◆ **Task instructions**
Every line below that holds the word "keys" must be listed.

START Available data

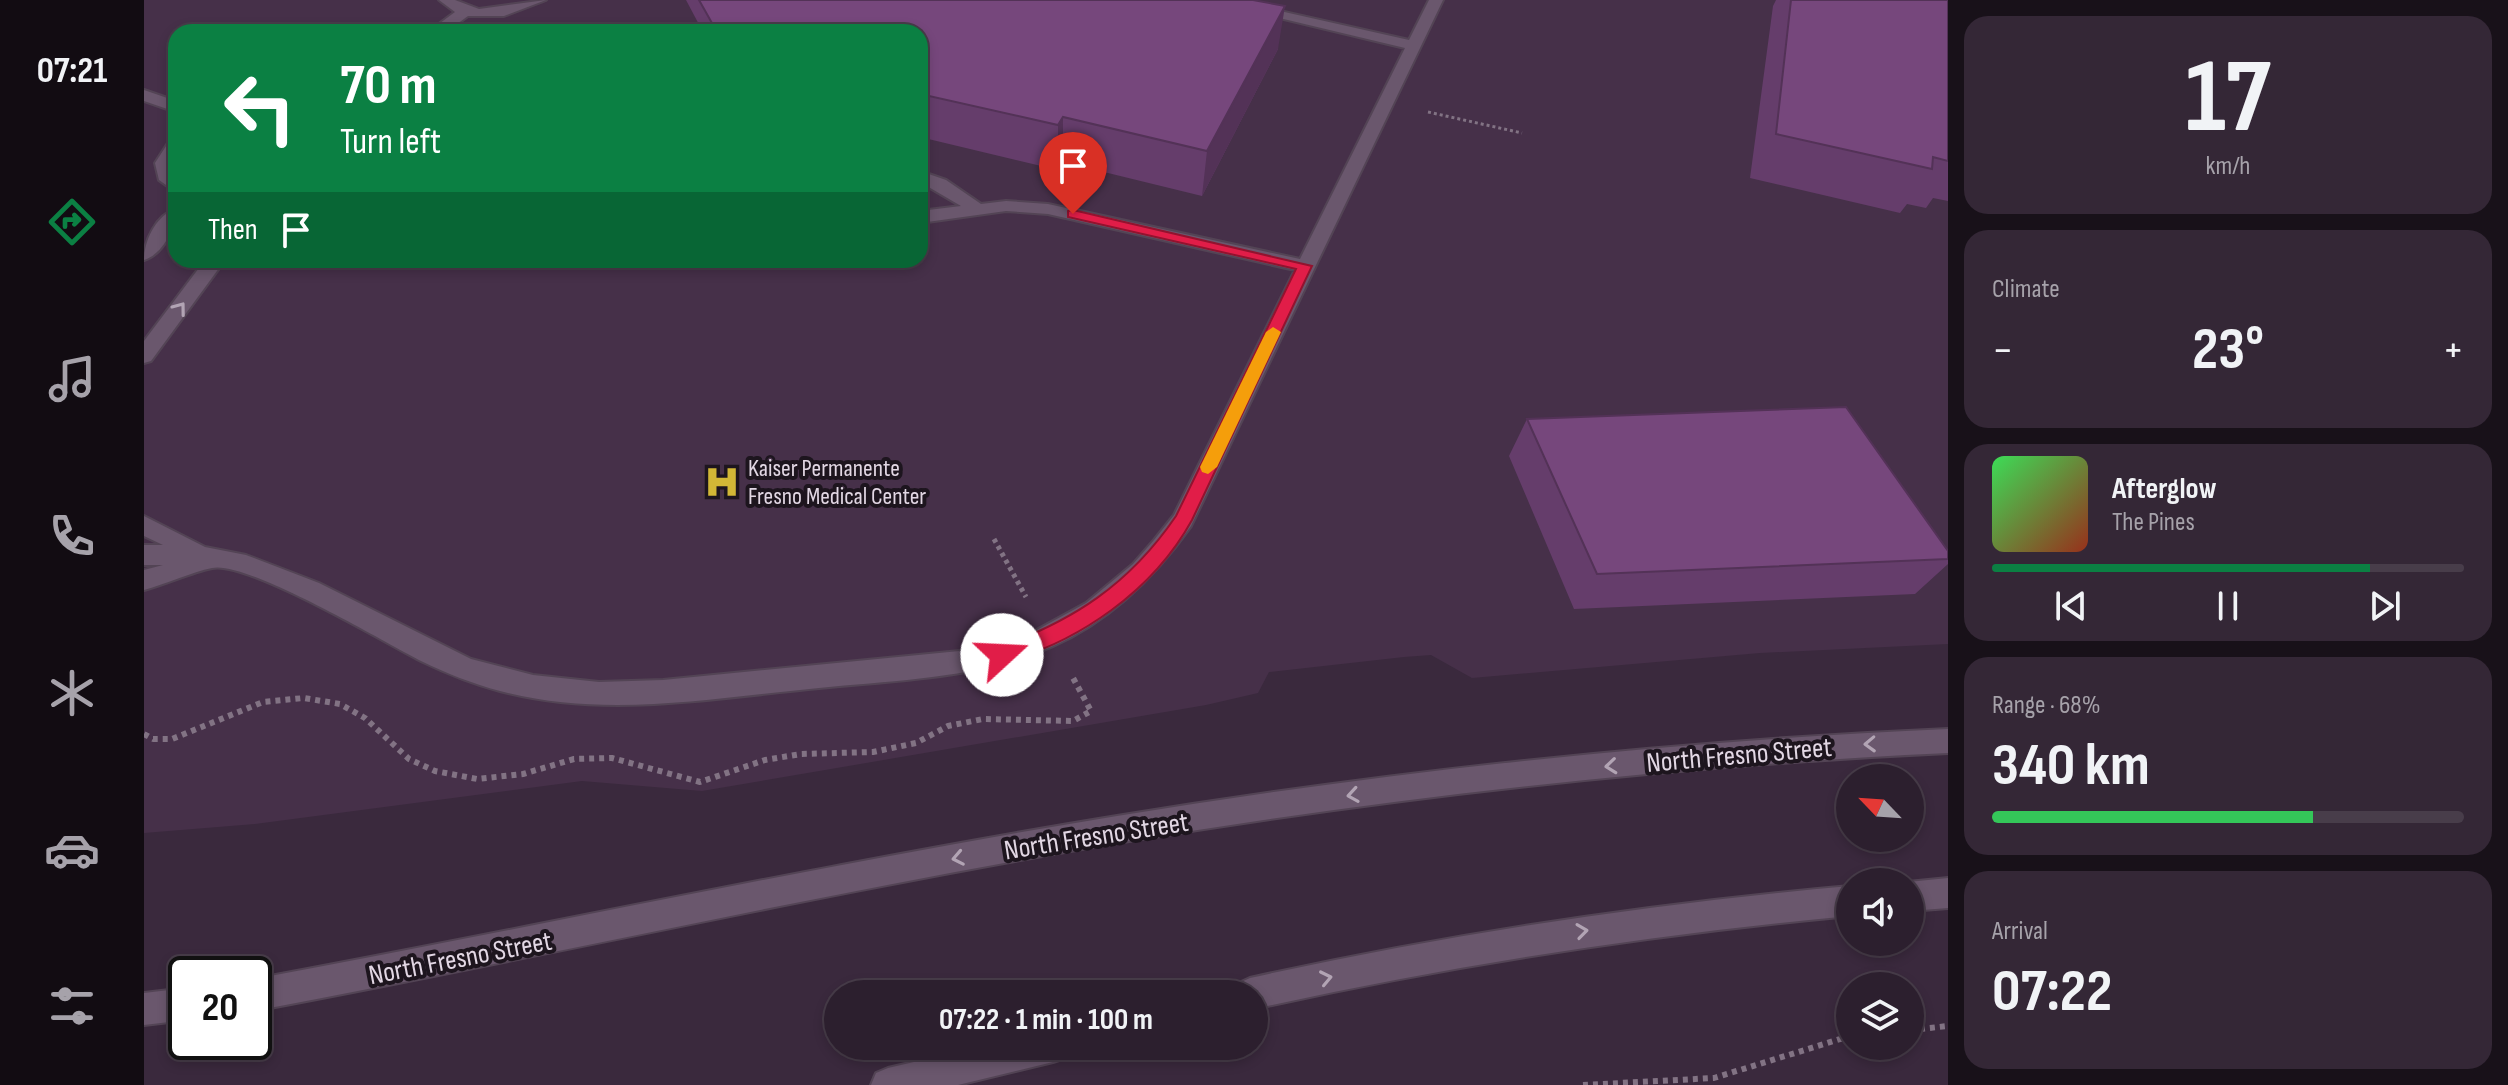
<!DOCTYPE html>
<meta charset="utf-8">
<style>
:root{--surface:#2c1f2e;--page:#342736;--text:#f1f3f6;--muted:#a6a2aa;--line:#483d4a;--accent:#0b8043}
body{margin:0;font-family:"Sofia Sans Condensed",sans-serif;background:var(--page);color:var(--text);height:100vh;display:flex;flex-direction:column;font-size:30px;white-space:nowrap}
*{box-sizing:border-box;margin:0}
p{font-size:26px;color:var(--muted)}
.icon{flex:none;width:44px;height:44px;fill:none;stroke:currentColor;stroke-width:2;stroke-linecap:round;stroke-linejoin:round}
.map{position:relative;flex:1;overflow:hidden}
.drawer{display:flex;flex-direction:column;gap:16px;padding:16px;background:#181119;width:560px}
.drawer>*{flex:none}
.banner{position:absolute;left:24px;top:24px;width:760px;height:244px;border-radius:24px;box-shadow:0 4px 12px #0003,0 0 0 2px var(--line);background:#0b8043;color:#fff;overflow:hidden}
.needle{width:52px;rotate:295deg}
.buttons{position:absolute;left:1692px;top:764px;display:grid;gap:16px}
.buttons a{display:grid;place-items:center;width:88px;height:88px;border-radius:50%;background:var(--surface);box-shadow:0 4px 12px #0003,0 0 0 2px var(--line);font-size:40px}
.speed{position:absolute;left:24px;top:956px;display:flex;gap:16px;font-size:40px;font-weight:700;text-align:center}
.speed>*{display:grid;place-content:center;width:104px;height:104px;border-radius:50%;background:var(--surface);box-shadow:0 4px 12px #0003,0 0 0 2px var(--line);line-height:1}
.speed .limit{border:4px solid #111;border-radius:12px;background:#fff;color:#111}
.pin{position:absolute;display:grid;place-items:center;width:68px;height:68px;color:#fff;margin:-82px -34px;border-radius:50% 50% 50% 0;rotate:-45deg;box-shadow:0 0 8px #0007}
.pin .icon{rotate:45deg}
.me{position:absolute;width:88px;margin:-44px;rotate:70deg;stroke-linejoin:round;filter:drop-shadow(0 0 6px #0008)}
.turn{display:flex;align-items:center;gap:28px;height:168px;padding:0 40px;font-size:36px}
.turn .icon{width:104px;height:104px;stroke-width:2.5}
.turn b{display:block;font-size:56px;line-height:68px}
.then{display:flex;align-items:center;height:76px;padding:0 40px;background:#0003;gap:16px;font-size:30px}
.big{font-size:60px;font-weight:700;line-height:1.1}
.drawer .card{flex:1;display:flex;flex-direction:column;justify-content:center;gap:12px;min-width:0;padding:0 28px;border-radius:24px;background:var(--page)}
.drawer .dial{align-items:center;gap:0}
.dial b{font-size:104px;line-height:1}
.song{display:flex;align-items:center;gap:24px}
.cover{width:96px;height:96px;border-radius:12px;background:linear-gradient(135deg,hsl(130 70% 55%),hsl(10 70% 35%))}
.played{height:8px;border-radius:4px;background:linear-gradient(90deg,var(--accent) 80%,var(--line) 80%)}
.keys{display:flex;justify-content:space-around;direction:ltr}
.heat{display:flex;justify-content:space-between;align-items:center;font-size:44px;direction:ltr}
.charge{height:12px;border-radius:6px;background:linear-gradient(90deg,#34c759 68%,var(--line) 0)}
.trip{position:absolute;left:680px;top:980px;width:444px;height:80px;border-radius:40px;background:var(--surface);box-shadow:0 4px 12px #0003,0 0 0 2px var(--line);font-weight:700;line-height:80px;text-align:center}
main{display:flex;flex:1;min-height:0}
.tabs{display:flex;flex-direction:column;width:144px;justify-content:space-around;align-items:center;background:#120c12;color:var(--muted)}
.tabs .icon{width:56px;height:56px}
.tabs .selected{color:var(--accent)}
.tabs b{font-size:36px;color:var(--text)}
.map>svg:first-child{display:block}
.built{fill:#463049;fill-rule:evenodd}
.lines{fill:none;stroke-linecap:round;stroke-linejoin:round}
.lane-casing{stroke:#534455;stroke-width:4}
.secondary-casing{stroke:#534455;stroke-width:4}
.path-far2{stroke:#827384;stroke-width:3;stroke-dasharray:3 3;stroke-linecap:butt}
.path-far1{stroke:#827384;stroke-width:5;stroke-dasharray:4 4;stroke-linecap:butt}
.path{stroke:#827384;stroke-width:6;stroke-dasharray:5 5;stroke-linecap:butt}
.lane{fill:#6a576d;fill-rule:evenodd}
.secondary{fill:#6a576d;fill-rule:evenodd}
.wall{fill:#653d6b}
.shaded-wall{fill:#533257}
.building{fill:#76477c;stroke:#533257;stroke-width:2}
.oneway{stroke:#b2a4b4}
.route{fill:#e11d48;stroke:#92132f;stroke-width:2}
.slow{fill:#f59e0b}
.labels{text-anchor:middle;stroke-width:8;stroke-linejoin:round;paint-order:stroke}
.poi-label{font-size:24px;fill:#e2d7e4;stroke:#1d151e;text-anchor:start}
.near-street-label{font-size:28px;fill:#e2d7e4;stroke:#1d151e}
</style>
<main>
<nav class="tabs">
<b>07:21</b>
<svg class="icon selected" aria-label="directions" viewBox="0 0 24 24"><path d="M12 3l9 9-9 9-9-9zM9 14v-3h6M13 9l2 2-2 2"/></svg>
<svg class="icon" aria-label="music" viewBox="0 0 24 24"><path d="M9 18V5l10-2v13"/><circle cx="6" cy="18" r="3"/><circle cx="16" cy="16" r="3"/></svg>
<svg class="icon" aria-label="phone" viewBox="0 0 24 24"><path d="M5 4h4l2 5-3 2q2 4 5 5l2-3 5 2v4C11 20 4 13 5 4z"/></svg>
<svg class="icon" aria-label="climate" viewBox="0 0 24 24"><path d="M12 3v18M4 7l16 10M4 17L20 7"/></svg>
<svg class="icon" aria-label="car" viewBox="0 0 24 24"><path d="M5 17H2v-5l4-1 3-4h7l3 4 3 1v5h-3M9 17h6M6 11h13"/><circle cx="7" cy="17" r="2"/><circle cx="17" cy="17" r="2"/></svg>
<svg class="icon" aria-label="filters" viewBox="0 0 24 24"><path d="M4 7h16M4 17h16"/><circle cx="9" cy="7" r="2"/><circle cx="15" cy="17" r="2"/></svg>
</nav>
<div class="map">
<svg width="1804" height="1085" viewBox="0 0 1804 1085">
<rect width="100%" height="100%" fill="#3a293d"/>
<path class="built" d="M0,0H1804V644L1616,653L1328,678L1287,655L1260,657L1125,672L1114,693L1062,705L558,791L438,781L111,824L0,833ZM32,32H776V260H32Z"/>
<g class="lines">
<g class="lane-casing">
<path id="lane" d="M295,0H311L335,9L402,0L360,16H324L302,32H284L311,12Z
M1060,0H1087L1265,40L1285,0H1299L1047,526C1010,578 966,621 907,647C834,679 754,680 675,688C569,698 461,719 356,691C329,684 302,673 277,661C240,642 102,560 68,568C48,572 22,584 0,590V570L19,565H0V545H19L0,536V516L61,547L102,555L175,583L327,659L389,675L455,682L519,680L836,649L889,632L942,603L989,564L1010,540L1030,515L1151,270L904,214L862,211L776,223V211L817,206L776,182V171L802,180L837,204L862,201L904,204L1156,259L1261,48Z
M0,90L32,101V112L0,101Z
M32,139L29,163L32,192L15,180L11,163L26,140Z
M32,209C32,228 19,254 0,260C0,241 12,215 32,209Z
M61,260H81L7,361L0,363V341Z"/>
</g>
<g class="secondary-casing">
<path id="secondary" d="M1804,729V753C1525,766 1249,797 973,843C684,892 398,957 110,1011V979C398,926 684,863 973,816C1249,771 1525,741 1804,729Z
M1804,878V908L1766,911L1764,882Z
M1706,886V916C1505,935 1307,965 1110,1009V994H1090L1095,983L1106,978C1304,934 1504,904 1706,886Z
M42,988V1020L0,1025V993Z
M839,1046H925L921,1058L909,1062L814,1085H727L732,1073L744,1068Z"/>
</g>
<path class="path-far2" d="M1284,112L1378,133"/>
<path class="path-far1" d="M850,539L882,597"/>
<path class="path" d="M0,734L9,739H28L119,702L160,698L196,704L221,718L265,759L291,771L333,779L379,774L430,759L468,758L556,782L621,760L657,754L729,752L772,743L804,726L839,719L929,721L947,711L928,676
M1766,1030L1804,1026
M1439,1085L1570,1078L1706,1036"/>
<use href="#lane" class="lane"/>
<use href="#secondary" class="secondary"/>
</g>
<path class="wall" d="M542,0H1109L1134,49L1058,196L919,162L914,170L776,137V32H559Z
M1632,0H1804V201L1789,198L1782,208L1763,204L1756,213L1606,178L1629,6Z
M1383,419L1804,551V564L1771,594L1430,609L1365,456Z"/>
<path class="shaded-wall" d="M1141,6L1134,49L1058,196L1063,151Z
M919,117V162L914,170V125Z"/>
<path class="building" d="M555,0H1109L1141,6L1063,151L919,117L914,125L776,94V32H573Z
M1647,0H1804V161L1789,157L1788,169L1632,134Z
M1702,407L1804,551V559L1453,574L1383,419Z"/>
<defs><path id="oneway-chevron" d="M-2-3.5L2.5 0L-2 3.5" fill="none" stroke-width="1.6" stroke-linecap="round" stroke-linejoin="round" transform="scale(2)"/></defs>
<g class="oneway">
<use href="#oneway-chevron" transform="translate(36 308) rotate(-53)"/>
<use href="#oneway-chevron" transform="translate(1726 744) rotate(178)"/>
<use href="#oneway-chevron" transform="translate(1467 766) rotate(174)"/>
<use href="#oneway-chevron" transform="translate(1209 795) rotate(171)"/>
<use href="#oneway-chevron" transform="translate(814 858) rotate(169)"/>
<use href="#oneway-chevron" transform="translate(1438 931) rotate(-8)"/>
<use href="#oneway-chevron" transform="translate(1182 978) rotate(-12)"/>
</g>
<path class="route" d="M929,210L1168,266L1048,520C1009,591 935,642 858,663L848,655L851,649C929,621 985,585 1032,516L1152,269L924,217V211Z"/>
<path class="slow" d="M1129,327L1137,332L1073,467L1064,474L1058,472L1056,467L1122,332Z"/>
<defs>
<g id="hospital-bare" transform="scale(2.76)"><path d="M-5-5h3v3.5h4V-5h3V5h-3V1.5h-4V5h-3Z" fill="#d2b736" stroke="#1d151e" stroke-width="2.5" paint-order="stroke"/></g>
</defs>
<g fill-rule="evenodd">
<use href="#hospital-bare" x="578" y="482"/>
</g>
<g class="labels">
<g class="poi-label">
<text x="604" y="476">Kaiser Permanente<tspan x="604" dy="28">Fresno Medical Center</tspan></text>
</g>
<g class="near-street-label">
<text transform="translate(1595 754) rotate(-5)" y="10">North Fresno Street</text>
<text transform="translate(952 835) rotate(-9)" y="10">North Fresno Street</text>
<text transform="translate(316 957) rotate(-11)" y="10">North Fresno Street</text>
</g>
</g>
</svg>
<div class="buttons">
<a><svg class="needle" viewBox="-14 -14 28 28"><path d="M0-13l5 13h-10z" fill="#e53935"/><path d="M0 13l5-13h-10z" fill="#a6a2aa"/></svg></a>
<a><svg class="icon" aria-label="sound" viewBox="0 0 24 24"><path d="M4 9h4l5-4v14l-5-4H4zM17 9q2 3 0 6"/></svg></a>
<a><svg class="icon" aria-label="layers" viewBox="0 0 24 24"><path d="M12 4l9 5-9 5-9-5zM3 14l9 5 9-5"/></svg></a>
</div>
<div class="speed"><div class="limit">20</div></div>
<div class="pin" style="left:929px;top:214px;background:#d93025"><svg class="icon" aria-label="arrive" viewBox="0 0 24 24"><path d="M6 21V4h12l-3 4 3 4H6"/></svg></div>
<svg class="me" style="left:858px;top:655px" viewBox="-20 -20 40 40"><circle r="19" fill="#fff"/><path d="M0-13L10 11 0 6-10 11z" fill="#e11d48"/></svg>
<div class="trip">07:22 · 1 min · 100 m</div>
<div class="banner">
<div class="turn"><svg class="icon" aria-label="left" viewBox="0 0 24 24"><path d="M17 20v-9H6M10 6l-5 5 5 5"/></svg><div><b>70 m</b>Turn left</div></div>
<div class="then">Then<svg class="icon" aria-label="arrive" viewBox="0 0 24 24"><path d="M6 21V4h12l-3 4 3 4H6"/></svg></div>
</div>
</div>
<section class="drawer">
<div class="card dial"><b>17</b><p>km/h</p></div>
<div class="card"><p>Climate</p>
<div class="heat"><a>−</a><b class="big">23°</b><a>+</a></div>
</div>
<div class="card">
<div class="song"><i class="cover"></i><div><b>Afterglow</b><p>The Pines</p></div></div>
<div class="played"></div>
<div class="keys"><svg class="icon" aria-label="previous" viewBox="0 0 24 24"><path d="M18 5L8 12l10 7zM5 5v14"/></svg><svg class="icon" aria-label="pause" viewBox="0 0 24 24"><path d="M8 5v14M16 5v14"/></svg><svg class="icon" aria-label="next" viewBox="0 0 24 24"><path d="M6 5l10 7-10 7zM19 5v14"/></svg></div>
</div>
<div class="card"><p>Range · 68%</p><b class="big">340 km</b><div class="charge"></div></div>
<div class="card"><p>Arrival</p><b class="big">07:22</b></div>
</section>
</main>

END Available data

◆ **Answer to the problem**
.keys{display:flex;justify-content:space-around;direction:ltr}
<div class="keys"><svg class="icon" aria-label="previous" viewBox="0 0 24 24"><path d="M18 5L8 12l10 7zM5 5v14"/></svg><svg class="icon" aria-label="pause" viewBox="0 0 24 24"><path d="M8 5v14M16 5v14"/></svg><svg class="icon" aria-label="next" viewBox="0 0 24 24"><path d="M6 5l10 7-10 7zM19 5v14"/></svg></div>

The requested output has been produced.